Tbs Broadcasting Center
30–45 min (exterior/plaza); 2–3 hours if dining at Akasaka Biz Tower
Free (plaza, public art, lobby)
Late March to early April (cherry blossoms); evenings year-round for the illuminated rooftop disc

Introduction

Most people in Tokyo walk past the TBS Broadcasting Center without realizing they're looking at a building that glows to tell them tomorrow's weather. Topped by a 36-meter parabolic disc — wider than a basketball court — that locals call the "Big Hat," this 95-meter broadcast tower in Akasaka is Japan's answer to a question nobody asked: what if a skyscraper wore a saucer on its head? The TBS Broadcasting Center isn't a typical tourist stop, and that's precisely why it rewards the curious.
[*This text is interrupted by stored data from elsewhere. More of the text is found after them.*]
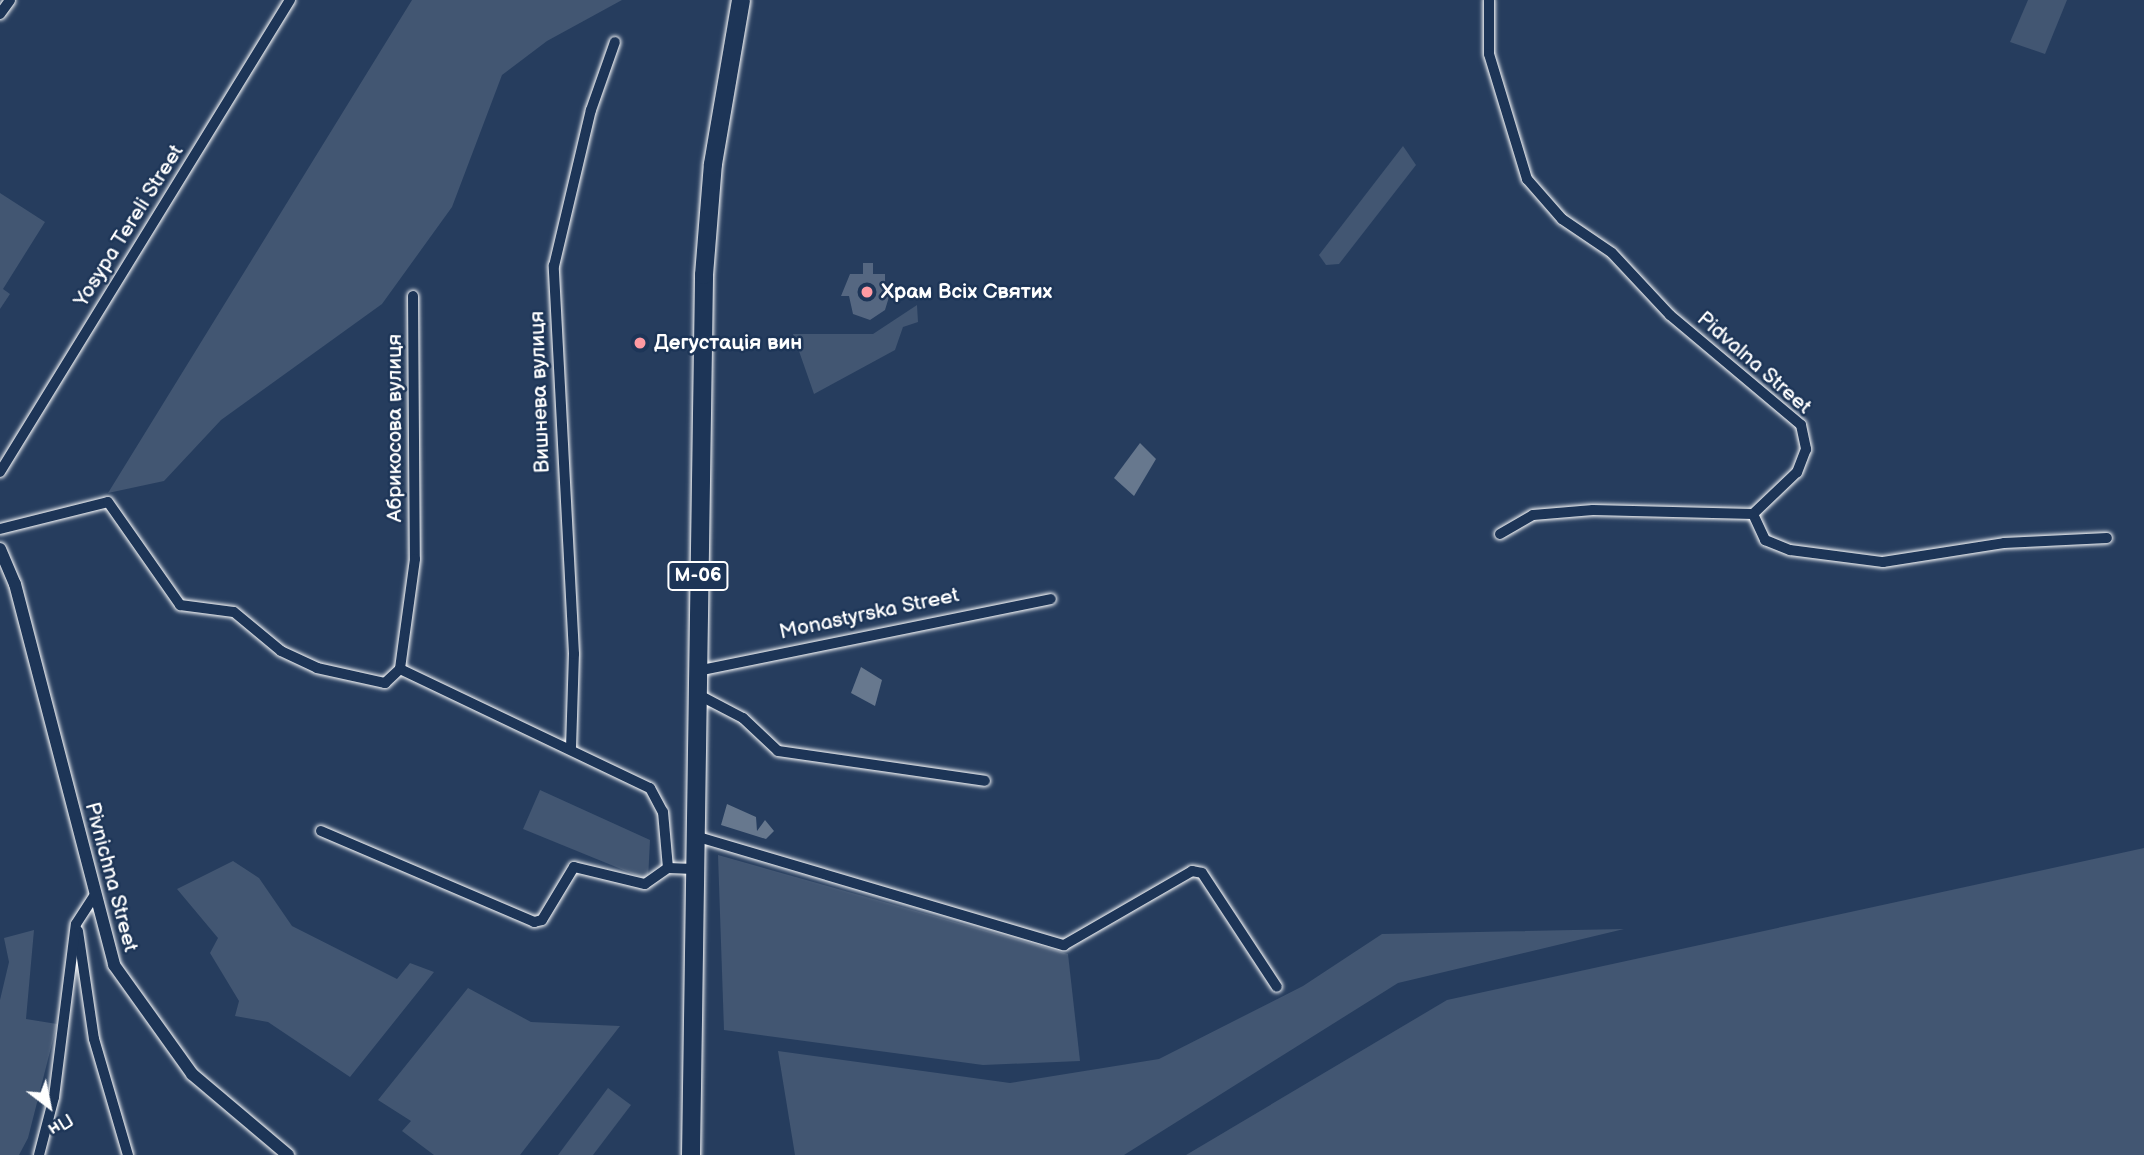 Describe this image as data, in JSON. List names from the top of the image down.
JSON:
{
  "streets": {
    "highway": ["М-06"],
    "street": [
      "Yosypa Tereli Street",
      "Pidvalna Street",
      "Вишнева вулиця",
      "Абрикосова вулиця",
      "Monastyrska Street",
      "Pivnichna Street"
    ]
  },
  "crossings": [
    ["М-06", "Monastyrska Street"]
  ],
  "places": ["Храм Всіх Святих", "Дегустація вин"],
  "north": "bottom right"
}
The building anchors the Akasaka Sacas complex, a cluster of plazas, restaurants, and public art that fills the gap between Tokyo's political heart in Nagatacho and the neon sprawl of Roppongi. You can't tour the studios — this is a working broadcast facility, not a theme park — but the surrounding grounds are free, open, and stranger than you'd expect from a corporate headquarters.
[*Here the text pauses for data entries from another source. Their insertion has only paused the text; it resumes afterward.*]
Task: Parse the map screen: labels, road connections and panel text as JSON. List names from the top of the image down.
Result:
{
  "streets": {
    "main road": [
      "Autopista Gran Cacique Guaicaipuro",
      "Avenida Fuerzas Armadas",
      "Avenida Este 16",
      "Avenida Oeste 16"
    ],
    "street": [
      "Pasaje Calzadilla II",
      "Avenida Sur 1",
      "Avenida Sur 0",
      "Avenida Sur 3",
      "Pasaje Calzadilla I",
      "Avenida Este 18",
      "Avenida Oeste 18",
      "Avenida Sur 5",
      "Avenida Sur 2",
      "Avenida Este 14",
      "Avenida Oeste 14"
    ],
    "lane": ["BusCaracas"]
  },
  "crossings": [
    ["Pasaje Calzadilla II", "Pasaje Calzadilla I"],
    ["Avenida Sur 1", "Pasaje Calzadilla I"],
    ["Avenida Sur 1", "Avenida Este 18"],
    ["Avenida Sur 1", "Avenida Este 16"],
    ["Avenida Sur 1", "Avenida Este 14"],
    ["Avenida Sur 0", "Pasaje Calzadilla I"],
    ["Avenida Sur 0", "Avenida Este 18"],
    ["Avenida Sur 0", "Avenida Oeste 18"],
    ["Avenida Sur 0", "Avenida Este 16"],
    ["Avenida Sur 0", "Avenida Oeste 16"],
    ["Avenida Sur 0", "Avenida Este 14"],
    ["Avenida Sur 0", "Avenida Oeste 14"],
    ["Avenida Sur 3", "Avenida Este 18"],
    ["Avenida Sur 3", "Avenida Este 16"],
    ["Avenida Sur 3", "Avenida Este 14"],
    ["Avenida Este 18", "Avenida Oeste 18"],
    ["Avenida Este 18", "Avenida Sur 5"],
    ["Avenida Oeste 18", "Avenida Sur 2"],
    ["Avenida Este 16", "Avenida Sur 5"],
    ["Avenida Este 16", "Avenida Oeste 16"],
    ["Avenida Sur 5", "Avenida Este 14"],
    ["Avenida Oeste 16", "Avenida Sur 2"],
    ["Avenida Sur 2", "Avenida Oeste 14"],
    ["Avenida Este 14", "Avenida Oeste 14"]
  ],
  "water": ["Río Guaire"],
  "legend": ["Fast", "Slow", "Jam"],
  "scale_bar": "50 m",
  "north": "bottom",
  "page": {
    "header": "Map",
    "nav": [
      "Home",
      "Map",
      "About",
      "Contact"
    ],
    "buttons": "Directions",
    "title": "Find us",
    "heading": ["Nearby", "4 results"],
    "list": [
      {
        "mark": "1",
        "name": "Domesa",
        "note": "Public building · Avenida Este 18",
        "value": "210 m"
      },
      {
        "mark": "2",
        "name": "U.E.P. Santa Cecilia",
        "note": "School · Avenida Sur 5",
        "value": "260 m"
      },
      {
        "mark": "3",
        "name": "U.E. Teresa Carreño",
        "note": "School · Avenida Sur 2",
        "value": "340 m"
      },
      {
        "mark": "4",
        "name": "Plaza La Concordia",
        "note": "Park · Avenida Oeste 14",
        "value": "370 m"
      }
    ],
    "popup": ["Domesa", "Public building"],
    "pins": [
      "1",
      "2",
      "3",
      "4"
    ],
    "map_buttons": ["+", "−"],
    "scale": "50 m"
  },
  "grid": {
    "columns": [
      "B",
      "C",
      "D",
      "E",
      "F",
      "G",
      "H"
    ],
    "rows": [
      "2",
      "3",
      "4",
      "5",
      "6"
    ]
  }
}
What draws the small crowd that does come here is the collision of eras. A descendant of a thousand-year-old cherry tree blooms steps from a sculpture made of junked cathode-ray tubes. The grave of an 18th-century sumo giant sits at the foot of the hill. And overhead, that disc shifts color each night — blue for clear skies, orange for rain — like a mood ring for the entire Minato ward.

What to See

The BLITZ Studio Monument

At the top of the grand staircase near Akasaka Station sits a 1.4-tonne sculpture assembled entirely from decommissioned TBS broadcasting equipment — cathode-ray tubes, coaxial cables, signal processors, the analog guts of a television empire. It's an oddly moving thing, this cairn of dead technology. The components that once carried news bulletins and variety shows into millions of living rooms now stand frozen in sculptural silence. Run your eyes over the tangle of tubes and you're looking at the physical residue of decades of Japanese pop culture. Free to visit, easy to miss if you take the elevator instead of the stairs.

The exterior of the TBS Broadcasting Center, a prominent hub for television production in Minato, Tokyo, Japan.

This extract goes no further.